Distributed crawls
Share crawl state across many workers by swapping a few backend seams.
A WebReaper crawl runs in-process by default, with everything held in memory. The same engine scales out without a rewrite: move the crawl-state seams onto a shared backend, and many workers cooperate on one crawl. You change a few builder calls, not your scraper logic.
The seams that make it distributed
Four seams hold the shared crawl state. Point them at a shared store and any number of workers can pull from the same queue and skip each other's pages:
ISchedulerthe queue of URLs still to crawl.IVisitedLinkTrackerthe set of URLs already done.IScraperConfigStoragethe crawl configuration.ICookiesStorageshared cookies across workers.
Available backends
Each backend is its own satellite package, added alongside the core:
WebReaper.RedisWebReaper.AzureServiceBusWebReaper.MongoWebReaper.SqliteWebReaper.Cosmos
Wiring a Redis-backed crawl
Swap the state seams onto Redis so multiple workers share the queue and the visited set:
using WebReaper.Builders;
var engine = await ScraperEngineBuilder
.Crawl("https://example.com")
.AsMarkdown()
.WithRedisScheduler(redisConnectionString)
.WriteToMongoDb(mongoConnectionString, "scrape", "pages")
.BuildAsync();
await engine.RunAsync();Run that same program on several machines or several function instances, all pointed at the same Redis and Mongo, and they share one crawl: each pulls distinct URLs from the scheduler, and results land in one collection.
Sinks scale too
The output sinks are also pluggable across these backends, so results from every
worker converge in one place. Console and file sinks live in core; the
distributed packages add database sinks such as .WriteToMongoDb(...), and the
agent run store has matching adapters like .WithSqliteAgentRunStore(...).

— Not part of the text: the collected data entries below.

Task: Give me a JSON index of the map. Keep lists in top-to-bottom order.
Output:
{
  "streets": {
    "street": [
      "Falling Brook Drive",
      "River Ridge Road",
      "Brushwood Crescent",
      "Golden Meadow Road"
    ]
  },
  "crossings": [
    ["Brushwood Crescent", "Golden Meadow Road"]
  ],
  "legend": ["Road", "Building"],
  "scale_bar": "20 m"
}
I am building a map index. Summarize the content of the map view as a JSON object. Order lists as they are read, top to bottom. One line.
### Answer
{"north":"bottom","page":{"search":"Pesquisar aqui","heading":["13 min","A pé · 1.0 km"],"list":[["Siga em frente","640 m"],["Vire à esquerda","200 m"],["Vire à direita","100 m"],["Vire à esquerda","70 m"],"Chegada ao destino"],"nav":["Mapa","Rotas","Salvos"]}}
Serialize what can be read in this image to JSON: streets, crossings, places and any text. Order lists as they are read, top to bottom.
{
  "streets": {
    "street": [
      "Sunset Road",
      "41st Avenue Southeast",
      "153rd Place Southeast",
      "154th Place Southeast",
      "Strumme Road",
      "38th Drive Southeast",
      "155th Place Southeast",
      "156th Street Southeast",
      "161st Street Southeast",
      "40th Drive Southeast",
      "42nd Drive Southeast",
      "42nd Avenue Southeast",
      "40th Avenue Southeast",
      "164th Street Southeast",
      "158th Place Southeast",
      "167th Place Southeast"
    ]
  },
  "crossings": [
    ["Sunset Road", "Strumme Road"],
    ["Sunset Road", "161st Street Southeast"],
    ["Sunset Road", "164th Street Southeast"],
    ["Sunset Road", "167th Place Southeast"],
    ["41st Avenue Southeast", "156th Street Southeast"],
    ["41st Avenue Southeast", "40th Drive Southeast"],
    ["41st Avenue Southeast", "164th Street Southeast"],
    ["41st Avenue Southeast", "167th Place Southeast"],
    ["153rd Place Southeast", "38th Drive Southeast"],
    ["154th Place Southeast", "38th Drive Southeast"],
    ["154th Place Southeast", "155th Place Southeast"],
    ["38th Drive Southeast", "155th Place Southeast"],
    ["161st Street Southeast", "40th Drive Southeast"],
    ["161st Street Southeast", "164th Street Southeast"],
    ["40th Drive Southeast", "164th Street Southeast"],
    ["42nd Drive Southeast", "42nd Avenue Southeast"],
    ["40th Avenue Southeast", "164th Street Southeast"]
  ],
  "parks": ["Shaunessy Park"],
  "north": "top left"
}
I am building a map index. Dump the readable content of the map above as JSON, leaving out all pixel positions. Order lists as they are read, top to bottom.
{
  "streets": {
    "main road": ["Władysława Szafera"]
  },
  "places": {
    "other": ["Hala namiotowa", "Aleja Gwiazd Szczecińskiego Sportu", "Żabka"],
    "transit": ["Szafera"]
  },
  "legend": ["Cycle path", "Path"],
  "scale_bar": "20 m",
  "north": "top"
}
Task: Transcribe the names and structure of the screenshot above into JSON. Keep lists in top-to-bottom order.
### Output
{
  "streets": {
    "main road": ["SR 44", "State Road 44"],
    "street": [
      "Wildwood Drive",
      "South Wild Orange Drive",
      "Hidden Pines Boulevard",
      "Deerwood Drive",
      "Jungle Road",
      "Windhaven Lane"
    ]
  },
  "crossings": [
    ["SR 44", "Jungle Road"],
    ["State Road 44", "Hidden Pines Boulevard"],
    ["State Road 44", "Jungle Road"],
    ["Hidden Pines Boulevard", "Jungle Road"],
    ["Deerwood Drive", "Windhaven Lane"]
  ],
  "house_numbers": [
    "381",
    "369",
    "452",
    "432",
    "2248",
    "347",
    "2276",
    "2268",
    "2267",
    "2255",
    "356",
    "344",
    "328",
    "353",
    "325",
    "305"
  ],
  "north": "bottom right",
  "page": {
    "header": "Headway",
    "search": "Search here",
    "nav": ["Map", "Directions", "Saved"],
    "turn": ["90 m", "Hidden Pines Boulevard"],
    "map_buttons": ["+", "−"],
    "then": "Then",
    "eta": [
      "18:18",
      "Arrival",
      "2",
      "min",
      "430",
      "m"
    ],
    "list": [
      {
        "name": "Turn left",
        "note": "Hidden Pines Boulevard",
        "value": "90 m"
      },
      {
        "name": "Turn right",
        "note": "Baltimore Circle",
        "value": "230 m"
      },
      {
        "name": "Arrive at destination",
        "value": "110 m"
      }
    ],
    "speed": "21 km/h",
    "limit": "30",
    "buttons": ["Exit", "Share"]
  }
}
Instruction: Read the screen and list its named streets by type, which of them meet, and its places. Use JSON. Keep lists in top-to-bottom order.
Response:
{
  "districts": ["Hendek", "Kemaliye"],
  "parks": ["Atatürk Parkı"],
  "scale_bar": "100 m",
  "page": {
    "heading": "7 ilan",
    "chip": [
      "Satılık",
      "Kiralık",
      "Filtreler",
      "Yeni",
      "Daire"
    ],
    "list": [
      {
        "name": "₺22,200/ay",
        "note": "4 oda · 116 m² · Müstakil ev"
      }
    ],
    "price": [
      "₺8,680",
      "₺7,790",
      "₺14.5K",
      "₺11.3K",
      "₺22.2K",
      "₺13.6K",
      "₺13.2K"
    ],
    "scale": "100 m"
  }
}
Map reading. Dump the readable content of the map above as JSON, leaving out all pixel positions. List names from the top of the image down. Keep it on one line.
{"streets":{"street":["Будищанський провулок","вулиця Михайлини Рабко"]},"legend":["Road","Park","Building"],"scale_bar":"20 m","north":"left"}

Caching and change tracking
Two more options pair well with large or repeated crawls:
// Serve recently fetched pages from a cache instead of refetching
.WithMaxAge(TimeSpan.FromHours(6))
// Only act on pages that changed since the last run
.WithChangeTracking().WithMaxAge(...) is a cache-aside layer on the page loader, useful when a crawl
revisits the same URLs. .WithChangeTracking() deduplicates on content, which
also composes cleanly with resumable agent runs.